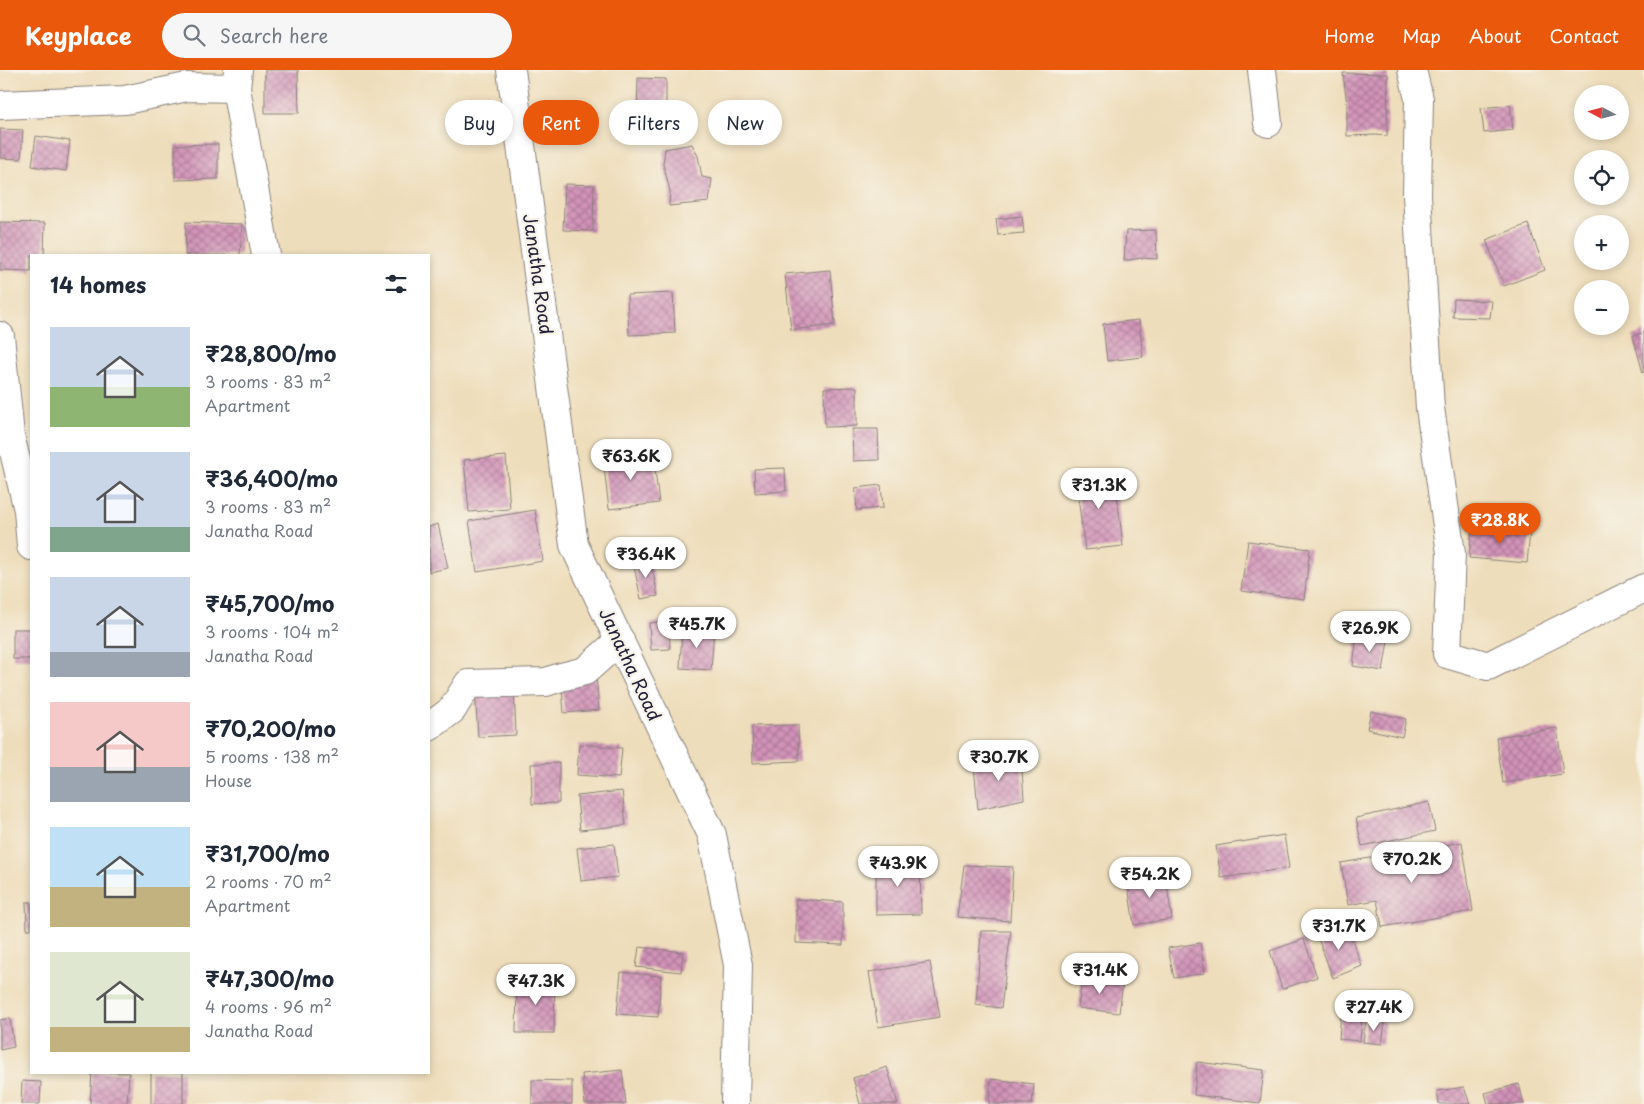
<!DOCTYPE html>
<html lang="en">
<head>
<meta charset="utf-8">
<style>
	:root { --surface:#fff; --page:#f6f6f7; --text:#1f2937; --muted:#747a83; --accent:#ea580c }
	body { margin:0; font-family:"Playpen Sans",sans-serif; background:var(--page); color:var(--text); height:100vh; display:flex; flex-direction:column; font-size:19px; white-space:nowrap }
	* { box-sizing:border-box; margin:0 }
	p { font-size:16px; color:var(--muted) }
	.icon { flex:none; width:28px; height:28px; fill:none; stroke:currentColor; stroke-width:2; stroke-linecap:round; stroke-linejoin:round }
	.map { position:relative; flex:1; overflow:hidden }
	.details { position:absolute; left:30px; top:184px; width:400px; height:820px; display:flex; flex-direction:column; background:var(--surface); border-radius:0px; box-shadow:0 2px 8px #0003 }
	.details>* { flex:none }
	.guide { position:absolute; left:445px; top:30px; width:475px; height:45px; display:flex; gap:10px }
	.needle { width:32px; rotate:277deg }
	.tools { position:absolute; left:1574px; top:15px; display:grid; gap:10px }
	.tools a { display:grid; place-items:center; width:55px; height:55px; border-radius:50%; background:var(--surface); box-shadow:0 2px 8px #0003; font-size:25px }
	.price { position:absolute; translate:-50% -42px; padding:0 11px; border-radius:18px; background:#fff; color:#222; font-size:16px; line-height:32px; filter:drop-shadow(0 1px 2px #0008) }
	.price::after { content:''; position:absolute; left:50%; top:30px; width:15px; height:11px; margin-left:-8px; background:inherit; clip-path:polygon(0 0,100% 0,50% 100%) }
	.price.on { background:var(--accent); color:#fff }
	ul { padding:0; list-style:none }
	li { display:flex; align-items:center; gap:15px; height:125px; padding:0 20px }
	li span { display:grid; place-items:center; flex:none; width:140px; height:100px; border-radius:0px; color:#555 }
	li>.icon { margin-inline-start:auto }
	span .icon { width:60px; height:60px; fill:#fffc; stroke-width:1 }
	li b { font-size:21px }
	h2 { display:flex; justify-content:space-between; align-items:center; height:60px; padding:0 20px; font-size:21px }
	.chip { padding:0 18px; border-radius:22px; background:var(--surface); box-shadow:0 2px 8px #0003; font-size:18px; line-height:45px }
	.chip.on { background:var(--accent); color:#fff }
	header { display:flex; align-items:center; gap:30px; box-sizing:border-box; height:70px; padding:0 25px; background:var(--accent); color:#fff }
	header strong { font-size:24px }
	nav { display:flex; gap:28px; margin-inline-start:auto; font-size:18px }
	.search { width:350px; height:45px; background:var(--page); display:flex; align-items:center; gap:12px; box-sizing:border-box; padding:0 18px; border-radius:28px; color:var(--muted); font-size:19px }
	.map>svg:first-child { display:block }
	.building { fill:url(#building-cross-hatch) }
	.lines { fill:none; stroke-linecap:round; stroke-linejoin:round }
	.minor-casing { stroke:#88807a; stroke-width:30 }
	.minor { stroke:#fff; stroke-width:28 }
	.labels { text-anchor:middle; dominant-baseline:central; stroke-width:4.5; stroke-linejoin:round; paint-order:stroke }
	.street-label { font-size:18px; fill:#22223b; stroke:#f7f3e8 }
</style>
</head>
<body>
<header>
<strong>Keyplace</strong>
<div class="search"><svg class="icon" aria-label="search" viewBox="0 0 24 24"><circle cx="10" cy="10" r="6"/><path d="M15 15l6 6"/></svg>Search here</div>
<nav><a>Home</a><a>Map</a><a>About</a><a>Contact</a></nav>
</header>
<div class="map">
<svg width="1644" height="1034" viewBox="0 0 1644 1034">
	<defs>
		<pattern id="building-cross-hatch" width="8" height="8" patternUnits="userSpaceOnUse" patternTransform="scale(1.25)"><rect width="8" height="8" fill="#d293b8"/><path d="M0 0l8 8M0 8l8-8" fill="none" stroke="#aa7897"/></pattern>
	</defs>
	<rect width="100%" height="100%" fill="#f7f3e8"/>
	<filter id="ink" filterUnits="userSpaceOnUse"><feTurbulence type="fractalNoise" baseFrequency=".02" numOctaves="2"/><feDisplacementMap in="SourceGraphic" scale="10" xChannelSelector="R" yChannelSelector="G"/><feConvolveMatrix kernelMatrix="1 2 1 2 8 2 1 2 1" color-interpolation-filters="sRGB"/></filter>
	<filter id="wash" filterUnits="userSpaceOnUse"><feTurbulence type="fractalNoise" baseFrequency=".0096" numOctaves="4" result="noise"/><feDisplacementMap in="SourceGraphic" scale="20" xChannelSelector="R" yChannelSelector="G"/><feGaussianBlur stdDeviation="1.12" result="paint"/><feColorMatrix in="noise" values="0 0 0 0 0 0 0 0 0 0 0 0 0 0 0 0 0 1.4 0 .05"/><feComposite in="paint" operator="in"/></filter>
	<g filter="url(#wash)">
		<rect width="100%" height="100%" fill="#eeddba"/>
		<g id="blocks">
			<g class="building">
				<polygon points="265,0 298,0 299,43 265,43"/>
				<polygon points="1343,3 1388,4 1387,66 1376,65 1347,66 1347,35"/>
				<polygon points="638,8 666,9 666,53 637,52"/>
				<polygon points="1510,35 1513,60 1484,63 1481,38"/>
				<polygon points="0,59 23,60 21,89 0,88"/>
				<polygon points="36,66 70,71 66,101 32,96"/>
				<polygon points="218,74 218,109 175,110 175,75"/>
				<polygon points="692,74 698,86 702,107 712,109 709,132 669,136 670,121 663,94 665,79"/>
				<polygon points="565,114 594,115 593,161 563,160"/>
				<polygon points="1022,146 1024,163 998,165 996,149"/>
				<polygon points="0,152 45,153 44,185 31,185 31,201 0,200"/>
				<polygon points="186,152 242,154 240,185 185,185"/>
				<polygon points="1528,154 1545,200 1504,216 1486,170"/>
				<polygon points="1156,160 1157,189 1141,188 1124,191 1126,161"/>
				<polygon points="830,200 835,255 791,260 785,204"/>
				<polygon points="673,223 675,263 629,265 627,225"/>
				<polygon points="1454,229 1492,231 1490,248 1453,247"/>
				<polygon points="1139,250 1143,287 1107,291 1103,254"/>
				<polygon points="1644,262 1644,302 1643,303 1633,266"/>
				<polygon points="857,317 857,356 825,357 824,318"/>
				<polygon points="852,359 878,359 879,390 853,391"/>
				<polygon points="653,383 659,433 609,439 603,389"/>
				<polygon points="506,386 510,439 469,442 464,390"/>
				<polygon points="785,398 786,421 755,423 754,399"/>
				<polygon points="1114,399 1123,476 1085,480 1075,404"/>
				<polygon points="881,415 883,438 857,440 855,418"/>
				<polygon points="535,440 543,491 477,502 469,451"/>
				<polygon points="438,454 448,498 429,502 429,457"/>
				<polygon points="1472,457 1530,462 1527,493 1469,488"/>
				<polygon points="1248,471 1310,479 1304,529 1241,521"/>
				<polygon points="650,488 658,526 641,529 633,492"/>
				<polygon points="669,551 670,579 651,580 649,553"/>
				<polygon points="682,558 714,560 711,600 680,598"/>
				<rect x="13" y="559" width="18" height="30"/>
				<polygon points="1357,565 1388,571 1383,601 1353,596"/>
				<polygon points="596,605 599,640 564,643 561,607"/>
				<polygon points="514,617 516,665 478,667 475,619"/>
				<polygon points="1371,641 1406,649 1402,667 1367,659"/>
				<polygon points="798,655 799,691 753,693 752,656"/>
				<polygon points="1557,658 1563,704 1503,713 1496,667"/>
				<polygon points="579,674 622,678 619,708 577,705"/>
				<polygon points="1021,686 1024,729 978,739 974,695"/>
				<polygon points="559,693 559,733 532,734 531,694"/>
				<polygon points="622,721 626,755 580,760 577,726"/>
				<polygon points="1429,732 1435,761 1362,776 1356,748"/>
				<polygon points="1284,765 1289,798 1221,808 1216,776"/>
				<polygon points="1462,772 1473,841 1382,857 1377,830 1348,835 1341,793"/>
				<polygon points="614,774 618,807 581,811 577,778"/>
				<polygon points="920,789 921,844 876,845 876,792"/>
				<polygon points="964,795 1013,797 1010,851 957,847"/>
				<polygon points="1165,802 1172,849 1134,855 1127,809"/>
				<polygon points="796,829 843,832 843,875 796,873"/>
				<polygon points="26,832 31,832 31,859 27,859"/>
				<polygon points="1346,854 1362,896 1333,908 1317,866"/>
				<polygon points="981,861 1011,861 1001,938 976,935"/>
				<polygon points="1304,869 1317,907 1282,919 1270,881"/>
				<polygon points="1200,873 1205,903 1174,908 1168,878"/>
				<polygon points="639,877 683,882 681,902 636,897"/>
				<polygon points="930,892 940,947 878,957 869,902"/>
				<polygon points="621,902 661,906 658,947 617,944"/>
				<polygon points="1082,907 1123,912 1119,943 1078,938"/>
				<polygon points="517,910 555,910 554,963 516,963"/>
				<polygon points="1342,927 1364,928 1360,971 1339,969"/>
				<polygon points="10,948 14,977 0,980 0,950"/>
				<polygon points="1366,950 1385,952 1382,974 1363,972"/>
				<polygon points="1197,992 1264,1000 1260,1033 1194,1025"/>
				<polygon points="887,997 898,1034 860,1034 853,1008"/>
				<polygon points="622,1000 626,1034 585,1034 582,1004"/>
				<polygon points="92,1002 129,1003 127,1034 90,1034"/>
				<rect x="151" y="1002" width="32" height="32"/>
				<polygon points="991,1009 1034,1014 1032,1034 989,1034"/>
				<polygon points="532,1010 572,1011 572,1034 532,1034"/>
				<polygon points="22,1011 41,1012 40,1034 21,1034"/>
				<polygon points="1519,1014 1524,1034 1488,1034 1485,1023"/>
				<polygon points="1464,1017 1470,1034 1439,1034 1437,1021"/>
			</g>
		</g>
	</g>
	<g filter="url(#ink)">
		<use href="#blocks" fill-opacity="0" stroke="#88807a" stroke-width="1"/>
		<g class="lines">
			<g class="minor-casing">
				<g id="minor">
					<polyline points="511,0 574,475 712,765 738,895 735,1034"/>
					<polyline points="1262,0 1268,53"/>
					<polyline points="1412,0 1419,29 1417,125 1430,338 1451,483 1447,584 1488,596 1644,518"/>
					<polyline points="236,18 266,185"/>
					<polyline points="0,35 125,30 187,17 236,18 238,0"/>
					<polyline points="0,266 10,365 28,440 31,476"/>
					<polyline points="429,657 452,640 468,614 546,612 561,607 585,601 620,570"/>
				</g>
			</g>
			<use href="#minor" class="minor"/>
		</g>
	</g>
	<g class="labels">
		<g class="street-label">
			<text transform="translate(539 204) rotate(82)">Janatha Road</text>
			<text transform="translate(631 594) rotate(65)">Janatha Road</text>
		</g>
	</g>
</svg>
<div class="tools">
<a><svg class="needle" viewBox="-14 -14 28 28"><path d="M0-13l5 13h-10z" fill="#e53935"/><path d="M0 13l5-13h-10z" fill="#747a83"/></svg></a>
<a><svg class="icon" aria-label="locate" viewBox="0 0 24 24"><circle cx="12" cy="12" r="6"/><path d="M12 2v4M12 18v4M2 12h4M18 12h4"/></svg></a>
<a>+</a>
<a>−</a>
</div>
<b class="price" style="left:631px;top:411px">₹63.6K</b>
<b class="price" style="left:1099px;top:440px">₹31.3K</b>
<b class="price on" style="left:1500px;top:475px">₹28.8K</b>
<b class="price" style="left:646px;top:509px">₹36.4K</b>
<b class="price" style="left:697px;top:579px">₹45.7K</b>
<b class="price" style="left:1370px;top:583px">₹26.9K</b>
<b class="price" style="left:999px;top:712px">₹30.7K</b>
<b class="price" style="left:1412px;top:814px">₹70.2K</b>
<b class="price" style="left:898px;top:818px">₹43.9K</b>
<b class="price" style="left:1150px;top:829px">₹54.2K</b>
<b class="price" style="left:1339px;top:881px">₹31.7K</b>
<b class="price" style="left:1100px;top:925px">₹31.4K</b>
<b class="price" style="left:536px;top:936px">₹47.3K</b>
<b class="price" style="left:1374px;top:962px">₹27.4K</b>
<div class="guide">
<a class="chip">Buy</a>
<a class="chip on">Rent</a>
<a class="chip">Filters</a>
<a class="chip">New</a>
</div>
<section class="details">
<h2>14 homes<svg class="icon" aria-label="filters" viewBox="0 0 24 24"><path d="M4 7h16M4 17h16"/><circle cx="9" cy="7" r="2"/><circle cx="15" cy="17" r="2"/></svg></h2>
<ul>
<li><span style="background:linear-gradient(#c9d6e8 60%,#8fb573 0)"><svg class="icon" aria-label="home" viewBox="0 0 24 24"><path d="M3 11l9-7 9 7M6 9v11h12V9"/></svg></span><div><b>₹28,800/mo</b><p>3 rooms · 83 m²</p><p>Apartment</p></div></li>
<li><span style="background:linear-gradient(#c9d6e8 75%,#7fa58c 0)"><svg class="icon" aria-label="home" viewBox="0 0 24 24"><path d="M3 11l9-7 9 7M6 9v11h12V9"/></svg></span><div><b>₹36,400/mo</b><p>3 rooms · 83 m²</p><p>Janatha Road</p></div></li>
<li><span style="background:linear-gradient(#c9d6e8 75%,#9aa5b1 0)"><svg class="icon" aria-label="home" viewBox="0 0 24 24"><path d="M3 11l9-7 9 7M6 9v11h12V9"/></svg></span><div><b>₹45,700/mo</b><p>3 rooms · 104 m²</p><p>Janatha Road</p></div></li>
<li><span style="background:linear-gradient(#f6c9c9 65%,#9aa5b1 0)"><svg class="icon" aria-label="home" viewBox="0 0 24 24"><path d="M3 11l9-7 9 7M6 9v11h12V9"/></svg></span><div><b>₹70,200/mo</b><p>5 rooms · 138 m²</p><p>House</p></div></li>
<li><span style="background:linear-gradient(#bfe0f5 60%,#c2b280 0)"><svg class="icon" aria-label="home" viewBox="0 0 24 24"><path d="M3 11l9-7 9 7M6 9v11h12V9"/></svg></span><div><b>₹31,700/mo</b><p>2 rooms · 70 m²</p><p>Apartment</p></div></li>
<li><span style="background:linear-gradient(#dfe7d0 75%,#c2b280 0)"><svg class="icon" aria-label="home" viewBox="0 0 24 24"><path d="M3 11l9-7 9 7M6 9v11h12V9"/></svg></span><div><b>₹47,300/mo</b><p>4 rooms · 96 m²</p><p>Janatha Road</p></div></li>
</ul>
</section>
</div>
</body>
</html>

---

## Work order
In the records above, which lines hold the string "filterUnits"? Copy each one.

## Exercise output
	<filter id="ink" filterUnits="userSpaceOnUse"><feTurbulence type="fractalNoise" baseFrequency=".02" numOctaves="2"/><feDisplacementMap in="SourceGraphic" scale="10" xChannelSelector="R" yChannelSelector="G"/><feConvolveMatrix kernelMatrix="1 2 1 2 8 2 1 2 1" color-interpolation-filters="sRGB"/></filter>
	<filter id="wash" filterUnits="userSpaceOnUse"><feTurbulence type="fractalNoise" baseFrequency=".0096" numOctaves="4" result="noise"/><feDisplacementMap in="SourceGraphic" scale="20" xChannelSelector="R" yChannelSelector="G"/><feGaussianBlur stdDeviation="1.12" result="paint"/><feColorMatrix in="noise" values="0 0 0 0 0 0 0 0 0 0 0 0 0 0 0 0 0 1.4 0 .05"/><feComposite in="paint" operator="in"/></filter>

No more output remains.